## What is being asked
What is needed here is an exact repetition of the records below, beginning at the line that has "Task: Build a" and stopping after the line that has "Quick job: Describe".

## Recorded data
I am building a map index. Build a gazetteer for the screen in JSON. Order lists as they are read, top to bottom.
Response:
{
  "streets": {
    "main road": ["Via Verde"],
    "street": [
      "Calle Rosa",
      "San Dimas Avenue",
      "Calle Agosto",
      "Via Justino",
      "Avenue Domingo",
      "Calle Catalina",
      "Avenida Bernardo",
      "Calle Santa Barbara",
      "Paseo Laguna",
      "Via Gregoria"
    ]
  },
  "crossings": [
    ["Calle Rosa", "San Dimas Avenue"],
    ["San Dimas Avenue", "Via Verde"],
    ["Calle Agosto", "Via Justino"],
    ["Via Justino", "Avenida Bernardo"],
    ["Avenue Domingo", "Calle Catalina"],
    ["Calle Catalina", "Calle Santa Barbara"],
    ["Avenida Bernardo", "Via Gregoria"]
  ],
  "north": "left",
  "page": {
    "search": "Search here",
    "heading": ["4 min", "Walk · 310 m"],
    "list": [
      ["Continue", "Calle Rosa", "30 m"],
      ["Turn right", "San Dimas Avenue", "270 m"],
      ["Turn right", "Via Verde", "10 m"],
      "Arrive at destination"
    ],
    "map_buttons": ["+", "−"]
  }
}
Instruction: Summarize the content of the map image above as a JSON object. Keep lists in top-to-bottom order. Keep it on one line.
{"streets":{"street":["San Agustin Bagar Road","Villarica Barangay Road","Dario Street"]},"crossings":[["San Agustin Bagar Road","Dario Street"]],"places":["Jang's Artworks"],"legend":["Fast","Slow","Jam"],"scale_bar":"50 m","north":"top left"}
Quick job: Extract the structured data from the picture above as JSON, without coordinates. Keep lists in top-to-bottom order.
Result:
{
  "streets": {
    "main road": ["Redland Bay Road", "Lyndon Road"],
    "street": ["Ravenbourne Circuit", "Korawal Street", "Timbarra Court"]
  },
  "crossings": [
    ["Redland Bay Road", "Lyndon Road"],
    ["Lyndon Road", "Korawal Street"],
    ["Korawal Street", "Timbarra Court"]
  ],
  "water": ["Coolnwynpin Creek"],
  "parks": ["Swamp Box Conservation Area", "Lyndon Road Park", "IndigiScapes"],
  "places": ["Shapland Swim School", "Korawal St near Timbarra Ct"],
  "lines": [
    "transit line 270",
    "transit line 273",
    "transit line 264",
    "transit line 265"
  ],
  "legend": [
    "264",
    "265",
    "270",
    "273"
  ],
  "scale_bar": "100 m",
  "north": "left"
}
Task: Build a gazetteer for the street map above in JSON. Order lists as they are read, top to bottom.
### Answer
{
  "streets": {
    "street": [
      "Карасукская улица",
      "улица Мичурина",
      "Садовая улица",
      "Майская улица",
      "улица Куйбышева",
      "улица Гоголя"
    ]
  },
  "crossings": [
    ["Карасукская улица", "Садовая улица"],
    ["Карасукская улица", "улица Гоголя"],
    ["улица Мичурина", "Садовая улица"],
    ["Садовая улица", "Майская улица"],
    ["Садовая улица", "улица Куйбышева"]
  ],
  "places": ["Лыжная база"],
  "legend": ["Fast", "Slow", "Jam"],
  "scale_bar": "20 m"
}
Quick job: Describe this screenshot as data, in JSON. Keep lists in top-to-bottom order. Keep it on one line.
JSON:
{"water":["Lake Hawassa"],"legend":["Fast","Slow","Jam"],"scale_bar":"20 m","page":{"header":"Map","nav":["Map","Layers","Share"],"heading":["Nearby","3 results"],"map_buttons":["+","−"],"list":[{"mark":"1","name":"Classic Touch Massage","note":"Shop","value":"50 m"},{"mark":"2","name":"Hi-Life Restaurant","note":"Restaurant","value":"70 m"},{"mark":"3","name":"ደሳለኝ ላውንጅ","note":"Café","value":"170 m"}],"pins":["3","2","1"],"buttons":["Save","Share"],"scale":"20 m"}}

## Solution below
Task: Build a gazetteer for the street map above in JSON. Order lists as they are read, top to bottom.
### Answer
{
  "streets": {
    "street": [
      "Карасукская улица",
      "улица Мичурина",
      "Садовая улица",
      "Майская улица",
      "улица Куйбышева",
      "улица Гоголя"
    ]
  },
  "crossings": [
    ["Карасукская улица", "Садовая улица"],
    ["Карасукская улица", "улица Гоголя"],
    ["улица Мичурина", "Садовая улица"],
    ["Садовая улица", "Майская улица"],
    ["Садовая улица", "улица Куйбышева"]
  ],
  "places": ["Лыжная база"],
  "legend": ["Fast", "Slow", "Jam"],
  "scale_bar": "20 m"
}
Quick job: Describe this screenshot as data, in JSON. Keep lists in top-to-bottom order. Keep it on one line.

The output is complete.